The Wisdom Of No Technique
Kyogen, a Zen monk of ninth-century China, was a disciple of Kuei Shan and a Buddhist scholar. One day Kuei Shan said to Kyogen, “I don’t want to know what you have learned from your studies. Just say in a word what your original being was before your parents gave you birth and prior to your capacity to discriminate.”
Kyogen was confounded; he did not know what to say. Following several restless days reflecting and pondering, he returned to Kuei Shan with an answer. It was rejected. Kyogen desperately begged for the answer, but Kuei Shan told him, “Whatever I say is according to my understanding. It will not benefit you.” Discouraged at his inability to find a satisfactory answer, Kyogen threw away his books and gave up scholarly studies. He left Kuei Shan’s monastery to become a hermit.
One day, while Kyogen was weeding around his hermitage, a stone struck a bamboo stalk. The sound opened his mind. In gratitude, he lit incense and bowed in the direction of his teacher’s mountain, saying, “Your kindness is beyond that of my parents. If you had said anything that day, this could not have happened.”
Tozan, founder of the Soto Zen School in China, also lived in the ninth century. At a ceremony on the anniversary of the death of his teacher, Yun Yen, a monk asked, “When you were with Yun Yen, what instruction did he give you?” Tozan replied, “When I was there, he neither instructed nor directed me.” The monk then asked, “So why do you celebrate him?” Tozan said, “I don’t revere him for his virtue or learning but because he did not tell me any secrets.”

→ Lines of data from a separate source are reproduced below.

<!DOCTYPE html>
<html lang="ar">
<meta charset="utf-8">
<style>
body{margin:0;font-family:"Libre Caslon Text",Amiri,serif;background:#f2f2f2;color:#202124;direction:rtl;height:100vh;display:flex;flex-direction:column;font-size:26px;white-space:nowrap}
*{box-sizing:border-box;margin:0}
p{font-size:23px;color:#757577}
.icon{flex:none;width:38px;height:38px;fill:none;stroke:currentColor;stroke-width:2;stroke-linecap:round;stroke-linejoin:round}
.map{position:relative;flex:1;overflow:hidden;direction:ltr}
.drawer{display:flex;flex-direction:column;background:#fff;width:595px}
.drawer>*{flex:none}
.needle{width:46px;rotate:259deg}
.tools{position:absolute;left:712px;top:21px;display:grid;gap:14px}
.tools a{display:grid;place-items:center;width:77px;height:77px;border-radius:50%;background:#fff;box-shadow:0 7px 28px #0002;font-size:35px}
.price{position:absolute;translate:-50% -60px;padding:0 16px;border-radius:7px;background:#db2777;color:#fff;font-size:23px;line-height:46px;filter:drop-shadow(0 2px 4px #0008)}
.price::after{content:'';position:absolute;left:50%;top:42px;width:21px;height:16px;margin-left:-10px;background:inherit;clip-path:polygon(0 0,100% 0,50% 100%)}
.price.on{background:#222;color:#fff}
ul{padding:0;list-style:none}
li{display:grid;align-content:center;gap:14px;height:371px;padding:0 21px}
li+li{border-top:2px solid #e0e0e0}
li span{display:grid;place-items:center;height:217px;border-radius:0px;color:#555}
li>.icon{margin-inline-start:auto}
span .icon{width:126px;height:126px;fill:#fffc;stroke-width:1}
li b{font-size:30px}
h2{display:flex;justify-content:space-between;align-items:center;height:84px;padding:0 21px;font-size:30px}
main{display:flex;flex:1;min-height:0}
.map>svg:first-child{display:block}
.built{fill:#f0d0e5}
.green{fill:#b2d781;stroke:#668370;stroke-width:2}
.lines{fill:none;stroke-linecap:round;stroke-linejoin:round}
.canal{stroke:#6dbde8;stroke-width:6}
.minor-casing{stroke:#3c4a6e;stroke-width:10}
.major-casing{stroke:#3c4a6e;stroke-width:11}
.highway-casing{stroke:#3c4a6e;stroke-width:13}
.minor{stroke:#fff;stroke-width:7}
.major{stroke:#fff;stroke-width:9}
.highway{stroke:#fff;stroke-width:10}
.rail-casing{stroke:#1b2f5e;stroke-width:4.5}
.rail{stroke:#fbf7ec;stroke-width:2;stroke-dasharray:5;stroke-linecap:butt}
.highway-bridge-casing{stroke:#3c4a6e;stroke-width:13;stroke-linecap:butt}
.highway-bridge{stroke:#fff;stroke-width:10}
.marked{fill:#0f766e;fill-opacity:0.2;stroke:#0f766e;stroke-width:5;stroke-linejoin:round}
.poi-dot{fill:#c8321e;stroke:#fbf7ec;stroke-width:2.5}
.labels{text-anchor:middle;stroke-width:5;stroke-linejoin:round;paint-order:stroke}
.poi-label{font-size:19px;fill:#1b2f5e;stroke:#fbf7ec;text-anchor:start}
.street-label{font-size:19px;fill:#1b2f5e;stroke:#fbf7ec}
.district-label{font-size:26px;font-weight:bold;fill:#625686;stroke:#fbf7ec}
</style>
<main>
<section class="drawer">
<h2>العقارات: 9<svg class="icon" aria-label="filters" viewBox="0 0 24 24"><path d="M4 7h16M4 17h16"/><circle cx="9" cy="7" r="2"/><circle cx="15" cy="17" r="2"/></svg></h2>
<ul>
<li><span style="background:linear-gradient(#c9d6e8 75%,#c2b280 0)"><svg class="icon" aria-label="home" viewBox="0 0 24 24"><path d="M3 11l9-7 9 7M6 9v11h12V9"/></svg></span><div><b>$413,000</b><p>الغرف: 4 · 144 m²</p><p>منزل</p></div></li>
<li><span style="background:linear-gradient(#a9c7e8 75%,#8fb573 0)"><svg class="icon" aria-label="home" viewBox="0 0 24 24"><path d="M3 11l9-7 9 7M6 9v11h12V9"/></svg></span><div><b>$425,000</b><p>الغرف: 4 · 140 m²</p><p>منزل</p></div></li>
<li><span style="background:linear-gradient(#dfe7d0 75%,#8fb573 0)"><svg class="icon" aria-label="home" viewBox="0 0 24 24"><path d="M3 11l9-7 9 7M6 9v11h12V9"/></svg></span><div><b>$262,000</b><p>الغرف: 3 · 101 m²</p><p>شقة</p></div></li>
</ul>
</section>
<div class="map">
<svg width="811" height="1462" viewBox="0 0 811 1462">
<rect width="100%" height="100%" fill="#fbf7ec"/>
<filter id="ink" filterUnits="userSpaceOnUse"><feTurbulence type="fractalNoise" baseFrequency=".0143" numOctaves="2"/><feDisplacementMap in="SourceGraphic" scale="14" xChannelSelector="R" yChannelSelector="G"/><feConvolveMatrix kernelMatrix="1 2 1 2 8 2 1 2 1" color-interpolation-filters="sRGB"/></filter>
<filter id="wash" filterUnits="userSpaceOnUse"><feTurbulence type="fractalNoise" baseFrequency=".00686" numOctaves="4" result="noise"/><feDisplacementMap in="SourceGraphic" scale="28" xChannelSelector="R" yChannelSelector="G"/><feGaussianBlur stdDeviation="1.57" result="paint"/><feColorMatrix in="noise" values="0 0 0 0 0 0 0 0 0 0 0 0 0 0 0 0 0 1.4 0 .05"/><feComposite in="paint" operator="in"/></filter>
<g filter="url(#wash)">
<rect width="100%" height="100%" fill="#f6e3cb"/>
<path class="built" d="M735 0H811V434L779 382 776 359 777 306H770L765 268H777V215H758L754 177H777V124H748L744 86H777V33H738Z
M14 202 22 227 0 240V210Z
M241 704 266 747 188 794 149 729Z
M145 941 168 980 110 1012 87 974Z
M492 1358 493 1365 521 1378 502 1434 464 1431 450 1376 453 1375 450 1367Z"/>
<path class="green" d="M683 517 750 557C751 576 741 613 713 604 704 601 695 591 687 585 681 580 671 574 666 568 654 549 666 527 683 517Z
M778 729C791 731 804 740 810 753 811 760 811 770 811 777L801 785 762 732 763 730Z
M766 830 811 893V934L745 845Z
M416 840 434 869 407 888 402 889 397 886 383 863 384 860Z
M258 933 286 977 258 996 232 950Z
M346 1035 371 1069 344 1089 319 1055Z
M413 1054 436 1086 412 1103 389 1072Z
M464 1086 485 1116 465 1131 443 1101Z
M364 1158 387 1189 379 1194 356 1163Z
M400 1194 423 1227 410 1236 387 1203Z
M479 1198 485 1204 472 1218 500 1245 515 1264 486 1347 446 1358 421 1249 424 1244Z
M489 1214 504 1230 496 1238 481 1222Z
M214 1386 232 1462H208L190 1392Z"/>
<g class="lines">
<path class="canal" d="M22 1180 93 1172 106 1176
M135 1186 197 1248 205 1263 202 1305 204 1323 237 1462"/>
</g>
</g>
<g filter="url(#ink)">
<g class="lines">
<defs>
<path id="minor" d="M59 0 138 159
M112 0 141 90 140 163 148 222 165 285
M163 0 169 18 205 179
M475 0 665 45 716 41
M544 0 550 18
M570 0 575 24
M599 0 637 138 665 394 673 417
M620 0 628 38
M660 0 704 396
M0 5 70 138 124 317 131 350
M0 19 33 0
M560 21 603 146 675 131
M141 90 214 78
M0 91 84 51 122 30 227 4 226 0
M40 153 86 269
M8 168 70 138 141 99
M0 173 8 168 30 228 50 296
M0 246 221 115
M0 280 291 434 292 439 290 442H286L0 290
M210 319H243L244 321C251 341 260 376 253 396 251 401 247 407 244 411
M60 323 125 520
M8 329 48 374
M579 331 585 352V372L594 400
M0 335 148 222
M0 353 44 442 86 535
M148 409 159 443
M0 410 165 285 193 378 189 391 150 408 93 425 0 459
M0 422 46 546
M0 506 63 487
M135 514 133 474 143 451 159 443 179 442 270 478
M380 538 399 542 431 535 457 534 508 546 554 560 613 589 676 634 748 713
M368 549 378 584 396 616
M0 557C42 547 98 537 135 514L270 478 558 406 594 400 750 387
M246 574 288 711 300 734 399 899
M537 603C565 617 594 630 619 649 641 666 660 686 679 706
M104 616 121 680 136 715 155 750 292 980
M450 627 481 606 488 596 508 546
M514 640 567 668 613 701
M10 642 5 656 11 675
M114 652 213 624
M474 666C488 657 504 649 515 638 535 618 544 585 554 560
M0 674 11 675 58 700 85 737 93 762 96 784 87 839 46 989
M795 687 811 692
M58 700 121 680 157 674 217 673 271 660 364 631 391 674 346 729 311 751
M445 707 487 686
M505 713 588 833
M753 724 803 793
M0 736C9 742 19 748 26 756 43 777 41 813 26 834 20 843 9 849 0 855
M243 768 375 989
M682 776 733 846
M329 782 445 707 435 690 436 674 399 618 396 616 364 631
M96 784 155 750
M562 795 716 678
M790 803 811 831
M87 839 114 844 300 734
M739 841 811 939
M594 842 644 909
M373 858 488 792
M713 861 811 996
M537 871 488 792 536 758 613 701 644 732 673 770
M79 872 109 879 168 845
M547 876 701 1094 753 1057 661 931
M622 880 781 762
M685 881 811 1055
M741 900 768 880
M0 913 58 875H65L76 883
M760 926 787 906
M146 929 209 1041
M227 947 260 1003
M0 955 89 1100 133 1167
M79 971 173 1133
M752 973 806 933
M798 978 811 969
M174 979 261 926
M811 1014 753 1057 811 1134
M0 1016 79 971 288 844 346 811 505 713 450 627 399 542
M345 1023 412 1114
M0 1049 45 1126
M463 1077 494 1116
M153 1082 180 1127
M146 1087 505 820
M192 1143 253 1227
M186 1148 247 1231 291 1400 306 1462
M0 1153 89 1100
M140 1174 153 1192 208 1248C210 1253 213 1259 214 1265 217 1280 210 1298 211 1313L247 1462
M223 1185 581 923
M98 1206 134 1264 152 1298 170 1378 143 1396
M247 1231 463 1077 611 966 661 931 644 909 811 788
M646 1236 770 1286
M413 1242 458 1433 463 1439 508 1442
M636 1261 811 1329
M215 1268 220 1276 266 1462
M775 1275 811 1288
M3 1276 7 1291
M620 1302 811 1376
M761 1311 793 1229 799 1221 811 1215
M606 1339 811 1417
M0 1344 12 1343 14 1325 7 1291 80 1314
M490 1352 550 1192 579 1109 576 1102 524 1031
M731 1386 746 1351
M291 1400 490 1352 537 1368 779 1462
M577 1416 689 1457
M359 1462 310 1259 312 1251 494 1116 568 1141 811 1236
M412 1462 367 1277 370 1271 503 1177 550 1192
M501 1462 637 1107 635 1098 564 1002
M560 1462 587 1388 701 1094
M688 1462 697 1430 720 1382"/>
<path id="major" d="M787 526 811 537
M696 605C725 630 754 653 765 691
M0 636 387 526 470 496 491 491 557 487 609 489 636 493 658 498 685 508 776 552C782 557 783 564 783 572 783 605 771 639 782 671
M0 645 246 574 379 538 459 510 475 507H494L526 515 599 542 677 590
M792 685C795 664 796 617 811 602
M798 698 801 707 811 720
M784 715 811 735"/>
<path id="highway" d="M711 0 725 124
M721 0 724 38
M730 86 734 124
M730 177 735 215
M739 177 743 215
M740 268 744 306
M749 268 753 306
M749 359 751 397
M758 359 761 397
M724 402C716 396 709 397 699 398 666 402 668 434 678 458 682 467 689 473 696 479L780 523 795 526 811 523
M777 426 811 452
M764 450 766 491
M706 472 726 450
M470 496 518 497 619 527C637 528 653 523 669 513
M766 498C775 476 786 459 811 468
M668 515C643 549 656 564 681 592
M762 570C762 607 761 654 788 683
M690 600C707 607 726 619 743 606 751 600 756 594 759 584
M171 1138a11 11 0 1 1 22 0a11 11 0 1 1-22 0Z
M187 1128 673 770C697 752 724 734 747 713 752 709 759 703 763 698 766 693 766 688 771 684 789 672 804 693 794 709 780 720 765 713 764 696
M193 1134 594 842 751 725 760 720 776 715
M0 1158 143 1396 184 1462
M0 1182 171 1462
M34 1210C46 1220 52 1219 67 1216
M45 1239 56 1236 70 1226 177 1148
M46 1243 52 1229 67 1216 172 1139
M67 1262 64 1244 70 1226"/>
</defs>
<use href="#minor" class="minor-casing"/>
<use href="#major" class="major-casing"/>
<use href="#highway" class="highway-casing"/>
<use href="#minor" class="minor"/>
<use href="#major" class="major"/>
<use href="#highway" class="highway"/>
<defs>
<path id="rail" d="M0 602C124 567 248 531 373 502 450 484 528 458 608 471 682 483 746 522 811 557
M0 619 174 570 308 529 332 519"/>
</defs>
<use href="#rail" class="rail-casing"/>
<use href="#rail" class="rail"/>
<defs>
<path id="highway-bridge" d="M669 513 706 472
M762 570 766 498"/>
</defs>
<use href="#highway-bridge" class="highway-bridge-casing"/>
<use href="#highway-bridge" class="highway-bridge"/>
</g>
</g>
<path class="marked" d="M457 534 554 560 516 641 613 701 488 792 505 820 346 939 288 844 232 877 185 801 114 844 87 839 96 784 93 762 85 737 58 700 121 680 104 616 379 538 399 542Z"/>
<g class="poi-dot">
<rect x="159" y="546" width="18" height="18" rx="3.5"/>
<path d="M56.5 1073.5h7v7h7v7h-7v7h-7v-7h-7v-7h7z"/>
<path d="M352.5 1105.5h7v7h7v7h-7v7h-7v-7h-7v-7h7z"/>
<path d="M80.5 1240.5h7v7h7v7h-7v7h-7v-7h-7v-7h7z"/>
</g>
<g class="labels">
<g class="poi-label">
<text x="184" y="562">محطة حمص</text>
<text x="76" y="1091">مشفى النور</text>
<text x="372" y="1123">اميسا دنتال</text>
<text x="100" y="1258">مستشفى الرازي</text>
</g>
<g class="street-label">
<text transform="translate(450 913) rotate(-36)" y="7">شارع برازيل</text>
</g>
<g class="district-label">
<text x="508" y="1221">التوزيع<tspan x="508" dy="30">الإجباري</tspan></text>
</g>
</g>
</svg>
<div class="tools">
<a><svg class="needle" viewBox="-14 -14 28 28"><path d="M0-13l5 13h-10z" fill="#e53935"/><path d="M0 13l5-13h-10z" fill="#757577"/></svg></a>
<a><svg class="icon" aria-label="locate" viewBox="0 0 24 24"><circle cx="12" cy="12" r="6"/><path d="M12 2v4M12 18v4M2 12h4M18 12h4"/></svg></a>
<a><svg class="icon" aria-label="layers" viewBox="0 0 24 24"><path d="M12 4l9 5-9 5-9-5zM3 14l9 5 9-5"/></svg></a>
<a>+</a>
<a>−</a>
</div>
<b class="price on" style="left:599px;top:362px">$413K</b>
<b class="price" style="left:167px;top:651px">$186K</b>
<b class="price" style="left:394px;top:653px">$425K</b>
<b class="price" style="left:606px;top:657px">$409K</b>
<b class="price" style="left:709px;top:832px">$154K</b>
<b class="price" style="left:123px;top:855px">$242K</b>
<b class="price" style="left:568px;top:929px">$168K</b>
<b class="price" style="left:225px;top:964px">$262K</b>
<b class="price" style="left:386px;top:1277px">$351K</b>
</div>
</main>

The decision to engage in a spiritual practice is usually accompanied by an expectation that we will learn something profound. We hope to understand the “secret” of life or to find answers to our spiritual questions. So when we begin, we feel anticipation, even excitement. However, we soon discover that explanations and “secrets” do not readily emerge. In our impatience, we start to look for a technique that will make things easier or more comfortable, a way that will help reveal “secrets.”
In recent years, many books, seminars, and television and radio programs about spirituality have appeared. They reflect a deep yearning to know the truth about life. At the same time, they also express a desire for an easy way to get the “secret.” Many writers and trainers now make a living offering tips and techniques for “how to practice in daily life,” “how to get enlightened,” or “how to stop your mind.”
Relying on this way of “learning,” of acquiring information provided by others, does not help resolve our spiritual yearning. Spiritual understanding requires learning in a different way. If we insist in learning in the usual way, we will become discouraged, just like Kyogen. To understand who we are, to know ourselves at the most fundamental level–to know our original being–is not possible by absorbing someone else’s words.
In the Zen tradition, good teachers do not explain things very much. When asked by a new student for an explanation of Zen, Shunryu Suzuki, the Zen teacher who founded San Francisco Zen Center and Tassajara monastery, simply invited the young man to join him in early morning meditation practice.
On another occasion, he was asked to explain the best way to establish Zen in America. He stood up and said, “I have nothing to say,” and silently left the room. Another teacher, in response to a question about what technique he used to encourage people, replied, “We use the most important technique: people’s own sincerity.”
As the stories of Kyogen and Tozan illustrate, searching for techniques to answer spiritual questions, or to help with the difficulties of an impatient, wandering mind, is a mistake. Such searching only makes the mind wander even further. The only “technique” is to let go of old ideas, both our own and others’, and to continuously try to keep our awareness focused in the present.